A espera cansou Laporte, que decidiu se naturalizar espanhol em 2021. A decisão foi tomada ainda seguida de uma certa mágoa com Didier Deschamps. Em entrevista, o zagueiro afirmou que foi "ignorado" após mandar uma mensagem ao técnico francês. O treinador rebateu e negou que tivesse deixado o defensor no vácuo.
"Escrevi para o mesmo número que na última vez que nos falamos. Não tive uma resposta. Eu também não me senti tão importante para que a equipe da França comunicasse algo. De fato, a importância que tinha para eles estava mais na imprensa do que em qualquer outra coisa", contou Laporte, ao L'Équipe.
Mas os primeiros passos na Espanha não foram fáceis.
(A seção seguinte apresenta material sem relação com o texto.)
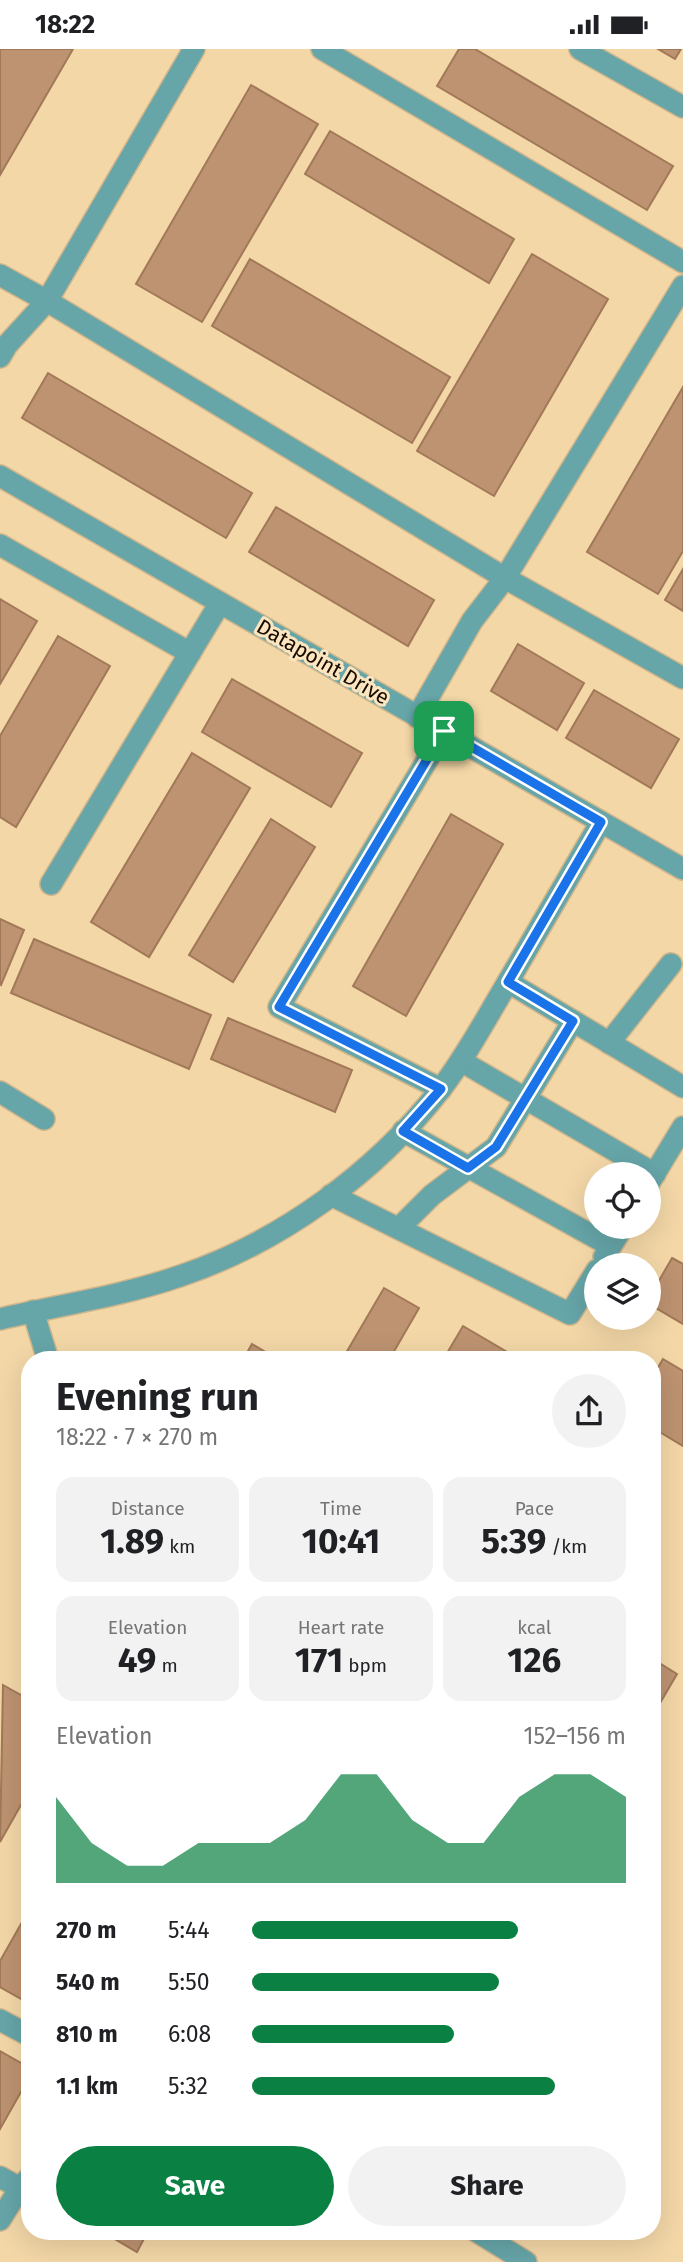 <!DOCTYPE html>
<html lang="en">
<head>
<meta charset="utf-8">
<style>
  :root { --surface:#fff; --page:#f2f2f2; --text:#202124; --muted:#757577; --accent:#0b8043 }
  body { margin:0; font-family:"Fira Sans",sans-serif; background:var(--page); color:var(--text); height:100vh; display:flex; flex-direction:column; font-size:26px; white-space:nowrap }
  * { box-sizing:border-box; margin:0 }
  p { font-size:23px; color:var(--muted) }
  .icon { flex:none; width:38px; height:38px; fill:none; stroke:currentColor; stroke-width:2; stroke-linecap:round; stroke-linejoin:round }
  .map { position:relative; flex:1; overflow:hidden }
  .side { position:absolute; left:21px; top:1302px; width:640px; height:889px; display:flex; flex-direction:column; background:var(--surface); border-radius:28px; box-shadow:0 7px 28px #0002 }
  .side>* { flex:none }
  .fabs { position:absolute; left:584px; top:1113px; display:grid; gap:14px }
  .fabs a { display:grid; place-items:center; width:77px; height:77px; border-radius:50%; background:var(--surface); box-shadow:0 7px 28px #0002; font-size:35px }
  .pin { position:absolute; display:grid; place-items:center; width:60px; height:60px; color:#fff; margin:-30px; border-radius:14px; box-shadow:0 4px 10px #0006 }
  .round { display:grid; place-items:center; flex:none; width:74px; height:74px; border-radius:37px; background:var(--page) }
  .summary { display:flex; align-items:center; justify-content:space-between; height:119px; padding:0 35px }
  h1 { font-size:38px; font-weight:700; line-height:52px }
  .stats { display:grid; grid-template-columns:repeat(3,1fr); gap:10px; height:119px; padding:7px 35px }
  .stats div { display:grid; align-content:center; border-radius:18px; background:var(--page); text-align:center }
  .stats b { font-size:35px; font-weight:700 }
  .stats small { font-size:19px; font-weight:400 }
  .stats p { font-size:19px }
  .chart { height:196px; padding:14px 35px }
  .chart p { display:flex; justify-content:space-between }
  .chart svg { width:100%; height:126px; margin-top:7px; fill:var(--accent); opacity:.7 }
  .cta { display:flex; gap:14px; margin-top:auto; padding:14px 35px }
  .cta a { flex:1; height:80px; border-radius:42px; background:var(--accent); color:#fff; font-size:28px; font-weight:700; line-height:80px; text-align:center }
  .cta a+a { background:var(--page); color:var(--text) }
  ul { padding:0 35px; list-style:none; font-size:23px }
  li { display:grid; grid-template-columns:112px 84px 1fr; align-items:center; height:52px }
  li i { height:18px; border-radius:9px; background:var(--accent) }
  .status { display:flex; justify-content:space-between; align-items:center; height:49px; padding:0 35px; background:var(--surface); direction:ltr }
  .status svg { height:19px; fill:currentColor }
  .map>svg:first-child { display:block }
  .building { fill:#bd9371; stroke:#a27958; stroke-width:2 }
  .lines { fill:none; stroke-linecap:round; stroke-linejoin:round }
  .minor-casing { stroke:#cfb68c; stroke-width:24 }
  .minor { stroke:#66a5a8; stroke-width:21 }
  .route-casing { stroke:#fff; stroke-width:14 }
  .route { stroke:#1a73e8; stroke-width:9 }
  .labels { text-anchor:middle; stroke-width:6; stroke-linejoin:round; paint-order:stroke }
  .street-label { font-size:21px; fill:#150b00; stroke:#fce5bf }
</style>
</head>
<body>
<div class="status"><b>18:22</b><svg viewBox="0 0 49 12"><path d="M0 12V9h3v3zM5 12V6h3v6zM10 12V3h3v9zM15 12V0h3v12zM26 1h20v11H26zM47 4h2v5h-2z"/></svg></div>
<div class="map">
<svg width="683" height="2213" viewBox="0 0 683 2213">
  <rect width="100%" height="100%" fill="#f3d7a7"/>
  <g class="building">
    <polygon points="0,0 73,0 0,126"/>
    <polygon points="459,0 475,0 673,117 647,161 437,37"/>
    <polygon points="658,0 681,0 675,10"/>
    <polygon points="251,36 318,75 202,273 136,235"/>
    <polygon points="330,82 514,190 489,234 305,125"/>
    <polygon points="532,205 608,250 494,447 417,402"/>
    <polygon points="250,210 450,328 412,394 212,277"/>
    <polygon points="48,324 252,444 226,489 22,369"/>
    <polygon points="683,338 683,502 658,545 587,503"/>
    <polygon points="276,458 434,551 408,597 249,503"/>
    <polygon points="683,520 683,562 665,551"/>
    <polygon points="0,550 37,572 0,635"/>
    <polygon points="58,587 110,617 16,778 0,768 0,687"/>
    <polygon points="518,595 584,634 557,681 491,642"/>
    <polygon points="232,630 362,704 331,758 202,683"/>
    <polygon points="594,641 679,690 651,739 566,689"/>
    <polygon points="192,704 250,739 149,908 91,873"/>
    <polygon points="451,765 503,795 406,967 353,937"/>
    <polygon points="271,770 315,798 233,933 189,906"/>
    <polygon points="0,870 24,881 1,936 0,935"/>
    <polygon points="34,890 211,966 189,1020 11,944"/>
    <polygon points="228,969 352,1021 335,1063 211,1010"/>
    <polygon points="672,1209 683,1215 683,1275 649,1255 649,1249"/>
    <polygon points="384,1239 419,1259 389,1311 357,1311 346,1304"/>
    <polygon points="463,1277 521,1311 443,1311"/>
    <polygon points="252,1295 279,1311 243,1311"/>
    <polygon points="663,1310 683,1322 683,1397 653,1379 653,1327"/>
    <polygon points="653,1610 677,1625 653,1666"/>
    <polygon points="3,1636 30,1651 30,1740 0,1793"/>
    <polygon points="30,1859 30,1955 0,1938 0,1912"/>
    <polygon points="0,2002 30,2019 30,2027 0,2080"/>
    <polygon points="101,2182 148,2182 137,2203"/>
  </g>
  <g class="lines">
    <defs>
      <g id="minor">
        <polyline points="322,0 683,213"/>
        <polyline points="580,0 683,58"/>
        <polyline points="0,226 47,252 194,0"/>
        <polyline points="0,308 7,296 47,252 505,529 683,629"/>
        <polyline points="0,427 683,820"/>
        <polyline points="0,496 190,604"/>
        <polyline points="417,668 472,572 505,529 683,237"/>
        <polyline points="51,835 220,554"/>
        <polyline points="508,933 683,1038"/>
        <polyline points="609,994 671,915"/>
        <polyline points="461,1012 655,1125"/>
        <polyline points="441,1040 279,958 444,683"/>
        <polyline points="0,1043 44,1070"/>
        <polyline points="403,1082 611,1197"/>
        <polyline points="649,1134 683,1078"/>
        <polyline points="331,1146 570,1265 597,1221"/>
        <polyline points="399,1179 432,1146 496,1098 573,972"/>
        <polyline points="604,1208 623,1178"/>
        <polyline points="33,1262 48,1311"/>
        <path d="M0,1270C60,1256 122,1247 180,1227C281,1193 375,1124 440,1041C465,1009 484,973 505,938C537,883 569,828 601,773"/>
        <polyline points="0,1971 30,1987"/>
        <polyline points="0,2128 20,2139 28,2130"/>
        <polyline points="0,2171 20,2139"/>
        <polyline points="476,2182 526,2213"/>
      </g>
    </defs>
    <use href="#minor" class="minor-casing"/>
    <use href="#minor" class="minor"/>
  </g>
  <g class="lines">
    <defs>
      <polygon id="route" points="444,682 601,773 508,933 573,972 496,1098 468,1119 403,1082 441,1040 279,958"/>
    </defs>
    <use href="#route" class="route-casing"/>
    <use href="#route" class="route"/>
  </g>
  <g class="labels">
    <g class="street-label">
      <text transform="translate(323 613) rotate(30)" y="7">Datapoint Drive</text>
    </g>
  </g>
</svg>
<div class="fabs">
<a><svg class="icon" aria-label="locate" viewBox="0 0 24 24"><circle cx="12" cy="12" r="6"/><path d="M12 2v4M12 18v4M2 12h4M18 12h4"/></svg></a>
<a><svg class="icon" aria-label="layers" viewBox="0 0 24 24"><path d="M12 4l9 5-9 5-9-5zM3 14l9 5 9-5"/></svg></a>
</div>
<div class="pin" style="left:444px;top:682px;background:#1e9e55"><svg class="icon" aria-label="arrive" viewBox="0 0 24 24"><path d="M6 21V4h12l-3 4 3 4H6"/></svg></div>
<section class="side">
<div class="summary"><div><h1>Evening run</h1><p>18:22 · 7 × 270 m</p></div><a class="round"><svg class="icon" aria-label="share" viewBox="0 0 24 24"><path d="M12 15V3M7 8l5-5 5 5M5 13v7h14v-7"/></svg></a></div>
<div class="stats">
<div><p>Distance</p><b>1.89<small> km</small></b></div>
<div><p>Time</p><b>10:41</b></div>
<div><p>Pace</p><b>5:39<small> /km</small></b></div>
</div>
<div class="stats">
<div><p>Elevation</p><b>49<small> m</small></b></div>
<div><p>Heart rate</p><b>171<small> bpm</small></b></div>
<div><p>kcal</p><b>126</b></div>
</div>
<div class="chart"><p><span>Elevation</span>152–156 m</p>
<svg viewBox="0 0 160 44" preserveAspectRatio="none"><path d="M0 44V14L10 30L20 38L30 38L40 30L50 30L60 30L70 22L80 6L90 6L100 22L110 30L120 30L130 14L140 6L150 6L160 14V44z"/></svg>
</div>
<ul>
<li><b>270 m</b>5:44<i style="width:71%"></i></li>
<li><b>540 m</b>5:50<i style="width:66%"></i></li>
<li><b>810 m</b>6:08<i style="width:54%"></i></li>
<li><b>1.1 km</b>5:32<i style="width:81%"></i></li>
</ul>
<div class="cta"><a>Save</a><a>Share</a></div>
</section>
</div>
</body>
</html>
No começo, o defensor sofreu críticas e conviveu com a desconfiança por não ter "sangue espanhol".
"Sim, isso me incomodou muito. Isso me fez parar um dia na cama e dizer para mim mesmo: 'O quão mal estou fazendo as coisas para eles ficarem me criticando?'", questionou Laporte, durante a Eurocopa de 2024.
O tempo passou, Laporte se firmou na Espanha e virou titular absoluto. Até agora, são 52 jogos com a seleção espanhola e uma Eurocopa conquistada (2024). Ele está em sua segunda Copa com a Fúria.
Por que Laporte pôde se naturalizar?
A Fifa não permite que jogadores se naturalizem depois que eles disputem seu primeiro jogo oficial por uma seleção profissional. A regra não se aplicou a Laporte porque ele não entrou em campo nos amistosos em que esteve com a seleção francesa. Qualquer segundo jogado resultaria na proibição da naturalização.
Mudanças podem acontecer mais de uma vez só na base. Laporte, por exemplo, poderia ter defendido tanto França quanto Espanha nas categorias de base quantas vezes quisesse. A posição definitiva só passaria a valer após o primeiro jogo em uma seleção profissional.
Histórico e reencontro decisivo (de novo)
Laporte já enfrentou a França duas vezes defendendo a seleção espanhola — ambas em jogos decisivos. Na primeira, em 2021, foi titular e viu os franceses vencerem a final da Liga das Nações por 2 a 1.
O defensor levou a melhor no outro jogo contra o seu país natal. Em 2024, a Espanha venceu a França por 2 a 1 na semifinal da Eurocopa com o zagueiro sendo titular.
O terceiro encontro será hoje, pela Copa do Mundo. França e Espanha se enfrentam a partir das 16h (de Brasília), em Dallas, pela semifinal do Mundial. Quem vencer, encara Argentina ou Inglaterra na decisão do próximo domingo, em Nova Jersey.